_Task_.
Once the images are set aside, write out the rest of the records exactly.

(Stored data entries)
+---+
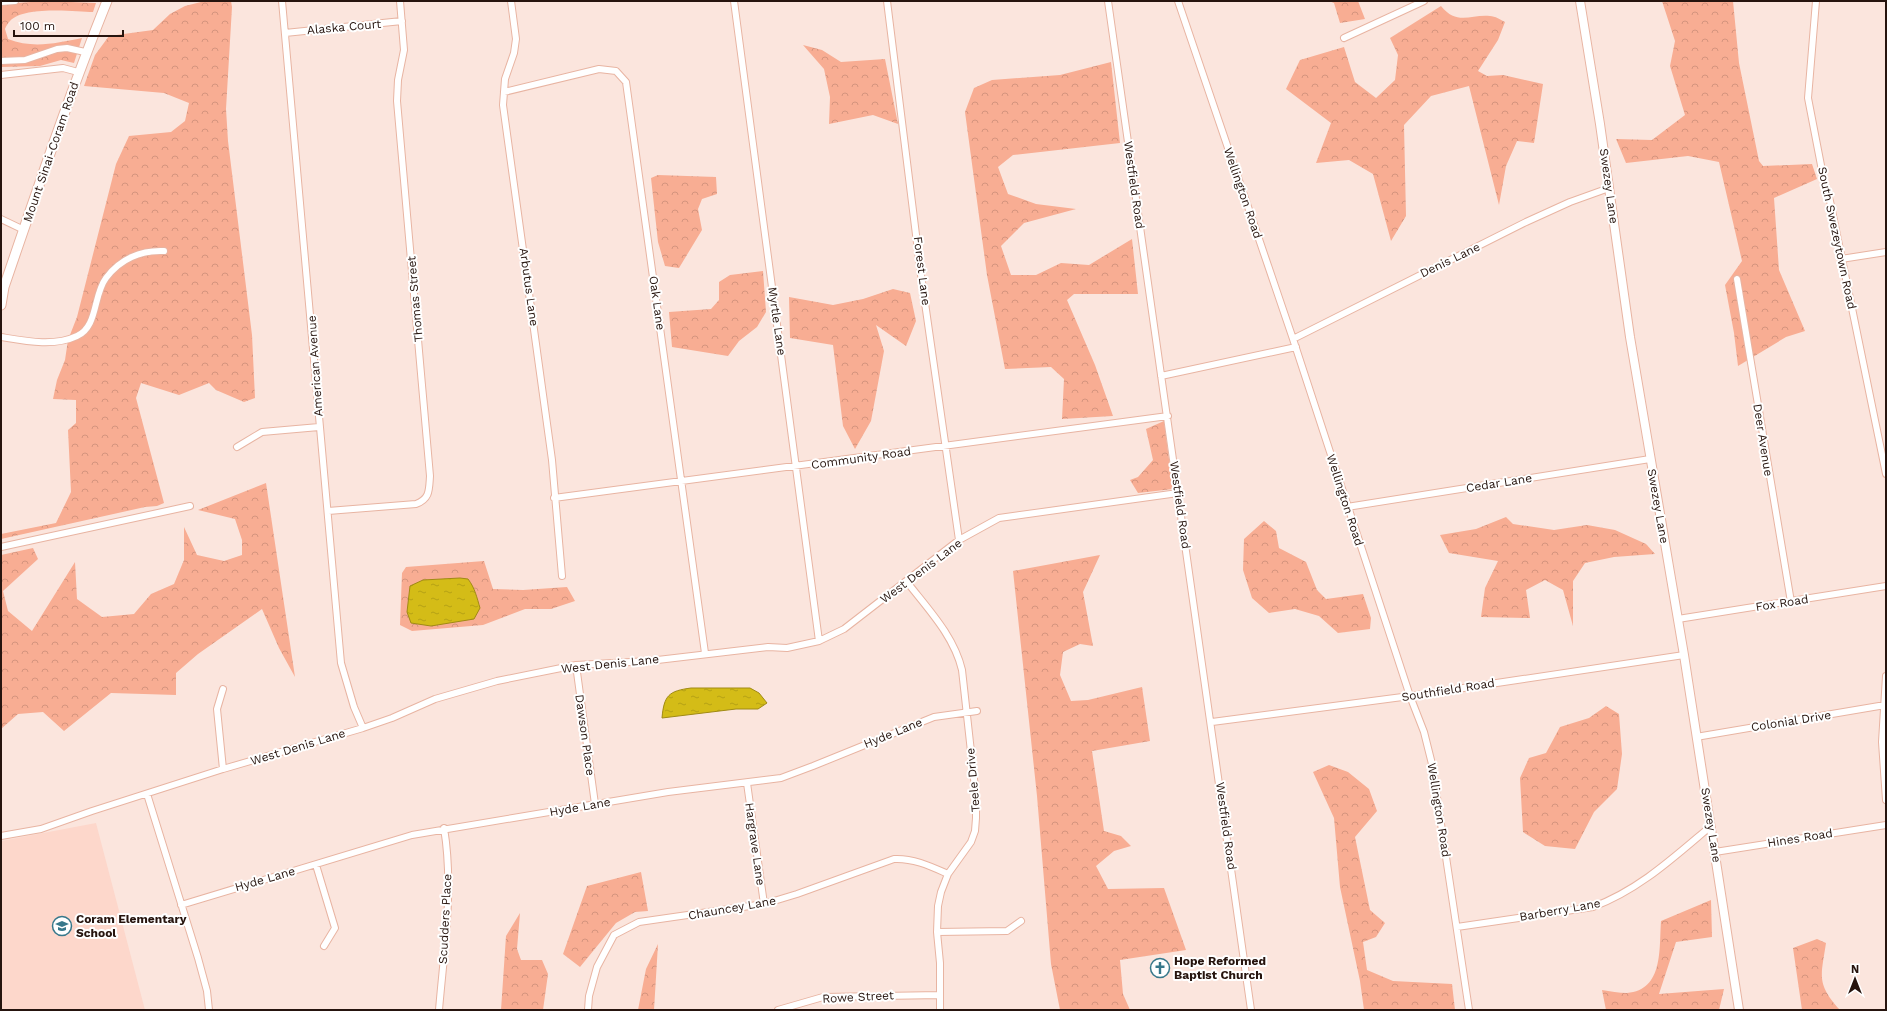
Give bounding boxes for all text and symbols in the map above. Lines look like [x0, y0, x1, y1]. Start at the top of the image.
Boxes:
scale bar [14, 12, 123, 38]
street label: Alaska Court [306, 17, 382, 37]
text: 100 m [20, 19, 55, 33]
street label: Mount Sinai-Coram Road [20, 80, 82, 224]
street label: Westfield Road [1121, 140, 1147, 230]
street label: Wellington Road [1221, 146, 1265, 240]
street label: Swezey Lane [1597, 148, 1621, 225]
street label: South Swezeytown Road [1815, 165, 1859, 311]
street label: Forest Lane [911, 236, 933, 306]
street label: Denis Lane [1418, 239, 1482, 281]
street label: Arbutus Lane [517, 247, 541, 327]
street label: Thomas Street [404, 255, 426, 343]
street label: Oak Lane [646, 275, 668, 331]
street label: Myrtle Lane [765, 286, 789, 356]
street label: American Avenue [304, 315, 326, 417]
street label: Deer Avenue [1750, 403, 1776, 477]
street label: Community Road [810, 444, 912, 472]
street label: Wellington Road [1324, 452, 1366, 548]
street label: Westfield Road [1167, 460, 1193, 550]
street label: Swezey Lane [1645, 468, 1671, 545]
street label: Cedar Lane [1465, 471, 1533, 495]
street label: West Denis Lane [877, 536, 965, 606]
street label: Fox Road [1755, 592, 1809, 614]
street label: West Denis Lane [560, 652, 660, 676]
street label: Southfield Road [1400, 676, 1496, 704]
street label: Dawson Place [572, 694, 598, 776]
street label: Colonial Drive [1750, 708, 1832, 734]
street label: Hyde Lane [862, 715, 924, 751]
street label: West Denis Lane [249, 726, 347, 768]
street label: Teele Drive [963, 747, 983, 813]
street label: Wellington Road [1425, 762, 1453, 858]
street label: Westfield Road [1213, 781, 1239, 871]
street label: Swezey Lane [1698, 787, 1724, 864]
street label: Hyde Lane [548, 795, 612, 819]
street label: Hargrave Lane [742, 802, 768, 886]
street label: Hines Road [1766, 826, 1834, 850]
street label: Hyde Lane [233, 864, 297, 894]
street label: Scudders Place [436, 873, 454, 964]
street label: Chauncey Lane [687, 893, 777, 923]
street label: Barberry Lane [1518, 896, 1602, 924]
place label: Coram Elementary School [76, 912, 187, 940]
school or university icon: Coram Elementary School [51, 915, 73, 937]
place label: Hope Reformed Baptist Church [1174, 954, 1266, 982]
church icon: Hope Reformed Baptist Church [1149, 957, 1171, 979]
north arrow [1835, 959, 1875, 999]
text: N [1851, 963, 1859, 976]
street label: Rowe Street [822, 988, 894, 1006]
+---+
_Exercise answer_.
Give bounding boxes for all text and symbols in the map above. Lines look like [x0, y0, x1, y1]. Start at the top of the image.
Boxes:
scale bar [14, 12, 123, 38]
street label: Alaska Court [306, 17, 382, 37]
text: 100 m [20, 19, 55, 33]
street label: Mount Sinai-Coram Road [20, 80, 82, 224]
street label: Westfield Road [1121, 140, 1147, 230]
street label: Wellington Road [1221, 146, 1265, 240]
street label: Swezey Lane [1597, 148, 1621, 225]
street label: South Swezeytown Road [1815, 165, 1859, 311]
street label: Forest Lane [911, 236, 933, 306]
street label: Denis Lane [1418, 239, 1482, 281]
street label: Arbutus Lane [517, 247, 541, 327]
street label: Thomas Street [404, 255, 426, 343]
street label: Oak Lane [646, 275, 668, 331]
street label: Myrtle Lane [765, 286, 789, 356]
street label: American Avenue [304, 315, 326, 417]
street label: Deer Avenue [1750, 403, 1776, 477]
street label: Community Road [810, 444, 912, 472]
street label: Wellington Road [1324, 452, 1366, 548]
street label: Westfield Road [1167, 460, 1193, 550]
street label: Swezey Lane [1645, 468, 1671, 545]
street label: Cedar Lane [1465, 471, 1533, 495]
street label: West Denis Lane [877, 536, 965, 606]
street label: Fox Road [1755, 592, 1809, 614]
street label: West Denis Lane [560, 652, 660, 676]
street label: Southfield Road [1400, 676, 1496, 704]
street label: Dawson Place [572, 694, 598, 776]
street label: Colonial Drive [1750, 708, 1832, 734]
street label: Hyde Lane [862, 715, 924, 751]
street label: West Denis Lane [249, 726, 347, 768]
street label: Teele Drive [963, 747, 983, 813]
street label: Wellington Road [1425, 762, 1453, 858]
street label: Westfield Road [1213, 781, 1239, 871]
street label: Swezey Lane [1698, 787, 1724, 864]
street label: Hyde Lane [548, 795, 612, 819]
street label: Hargrave Lane [742, 802, 768, 886]
street label: Hines Road [1766, 826, 1834, 850]
street label: Hyde Lane [233, 864, 297, 894]
street label: Scudders Place [436, 873, 454, 964]
street label: Chauncey Lane [687, 893, 777, 923]
street label: Barberry Lane [1518, 896, 1602, 924]
place label: Coram Elementary School [76, 912, 187, 940]
school or university icon: Coram Elementary School [51, 915, 73, 937]
place label: Hope Reformed Baptist Church [1174, 954, 1266, 982]
church icon: Hope Reformed Baptist Church [1149, 957, 1171, 979]
north arrow [1835, 959, 1875, 999]
text: N [1851, 963, 1859, 976]
street label: Rowe Street [822, 988, 894, 1006]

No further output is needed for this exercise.